La protéine C est une glycoprotéine vitamino-K-dépendante, synthétisée par l’hépatocyte. La concentration plasmatique est de 3 à 5 mg/L. Sa demi-vie est courte, de 6 à 8 heures [8]. La forme mature de la molécule, de 461 acides aminés, est formée de 2 chaînes. L’extrémité N-terminale de la chaîne légère contient 9 résidus d’acide gammacarboxyglutamique (GLA) indispensables à sa fixation par le calcium aux phospholipides, ainsi que deux domaines EGF. La chaîne lourde contient un site de clivage Arg169-Leu170 pour la thrombine et un site catalytique, His211, Asp257 et Ser260.

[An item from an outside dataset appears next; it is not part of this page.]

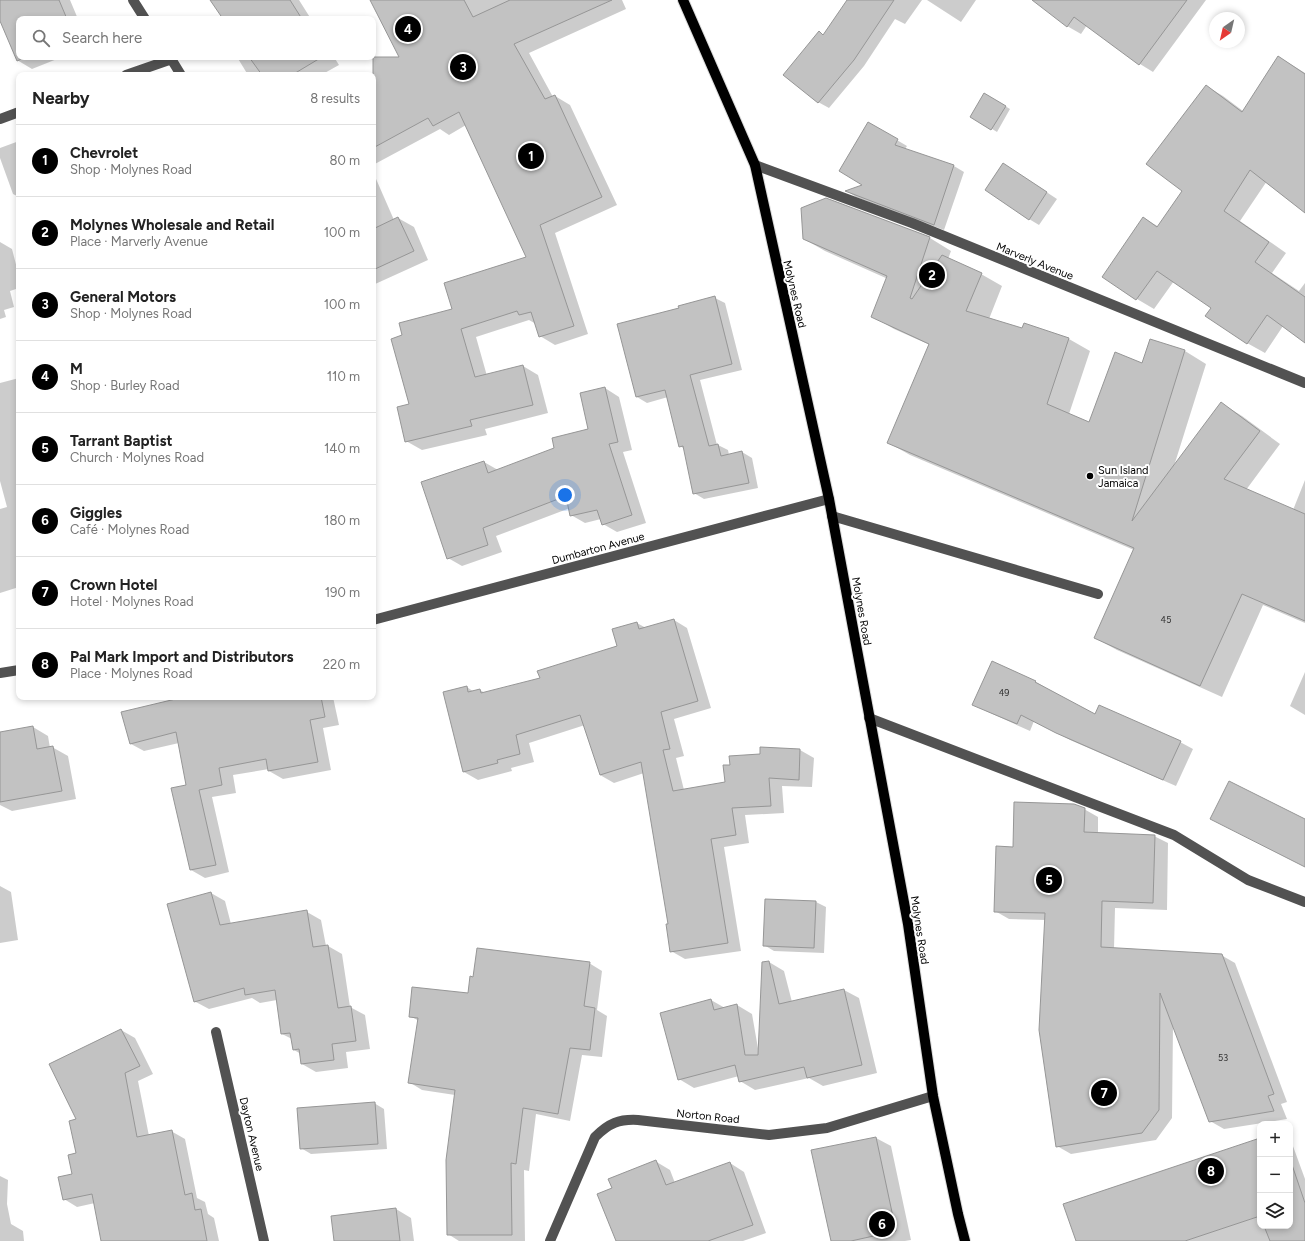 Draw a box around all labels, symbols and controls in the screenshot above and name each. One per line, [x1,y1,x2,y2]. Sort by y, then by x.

Le gène de la PC, situé sur le chromosome 2, s’étend sur 11,6 kb et comprend 9 exons, chacune des régions codantes (sauf l’exon I) correspondant à un domaine fonctionnel.




DÉFICITS EN PROTÉINE C


Les déficits sont de transmission autosomale dominante. Leur pénétrance est variable. Deux grands types de déficit en PC sont décrits. Les déficits quantitatifs (type I), les plus fréquents (90 %) sont caractérisés par une réduction équivalente de l’activité et de la concentration, secondaire à une réduction de synthèse ou de stabilité d’une protéine fonctionnellement normale. Les déficits qualitatifs (type II) sont la conséquence de la synthèse d’une PC dont l’activité est réduite alors que sa concentration plasmatique est normale. Ils peuvent affecter le site actif (type IIAM (amidolytique) ou d’autres régions de la protéine qui sont impliquées dans le fonctionnement du système de la PC (interactions PC/phospholipide, /PS, /FVa, / FVIIIa) (type IIAC (anticoagulant)). Les bases moléculaires des déficits ont été établies; les mutations délétères identifiées sont nombreuses. La majorité des mutations responsables de type I sont des mutations ponctuelles faux sens, entraînant un défaut d’expression du gène plus ou moins complet. Les mutations responsables de type II affectent soit le domaine GLA, le site de clivage par la thrombine ou le site actif (fig. 15-5).



Les sujets homozygotes ou hétérozygotes composites ont une concentration circulante basse (0–30 %). Ils peuvent présenter dès la naissance, des complications thrombotiques gravissime à type de purpura fulminans ou des complications thrombotiques sévères. Les manifestations cliniques observées chez les hétérozygotes sont à rapprocher de celles qui sont observées en cas de déficit en AT.






DEFICITS EN PROTEINE S


Les déficits constitutionnels en PS sont de trois types (fig. 15-6). Les types quantitatifs (I et III) affectent la quantité de protéine circulante. Le type I est caractérisé par une diminution équivalente des taux de PS totale (PST) et PS libre (PSL). Le type III est caractérisé par la seule diminution de PSL. Les déficits qualitatifs de type II, associant un taux de PSL normal et une activité diminuée, sont plus rares. Un nombre important de mutations délétères décrites sont la plupart du temps des mutations « privées ». Des sujets porteurs d’une même mutation au sein d’une même famille peuvent être porteurs d’un déficit de type I ou III. La cause de cette hétérogénéité n’est pas totalement élucidée. Le déficit en type I pourrait être une maladie monogénique impliquant le gène codant pour la PS, alors que le déficit de type III serait une pathologie hétérogène sur le plan moléculaire faisant intervenir plusieurs facteurs, génétiques ou environnementaux [17]. Très récemment, la relevance clinique du déficit en PS libre a été analysée chez 1 143 membres de familles de déficitaires en PS. Les résultats ne montrent un risque de thrombose significativement augmenté que pour des taux de PS libre franchement bas (PS libre < 40 %), bien inférieurs à la limite inférieure des valeurs usuelles déterminée chez les sujets sains.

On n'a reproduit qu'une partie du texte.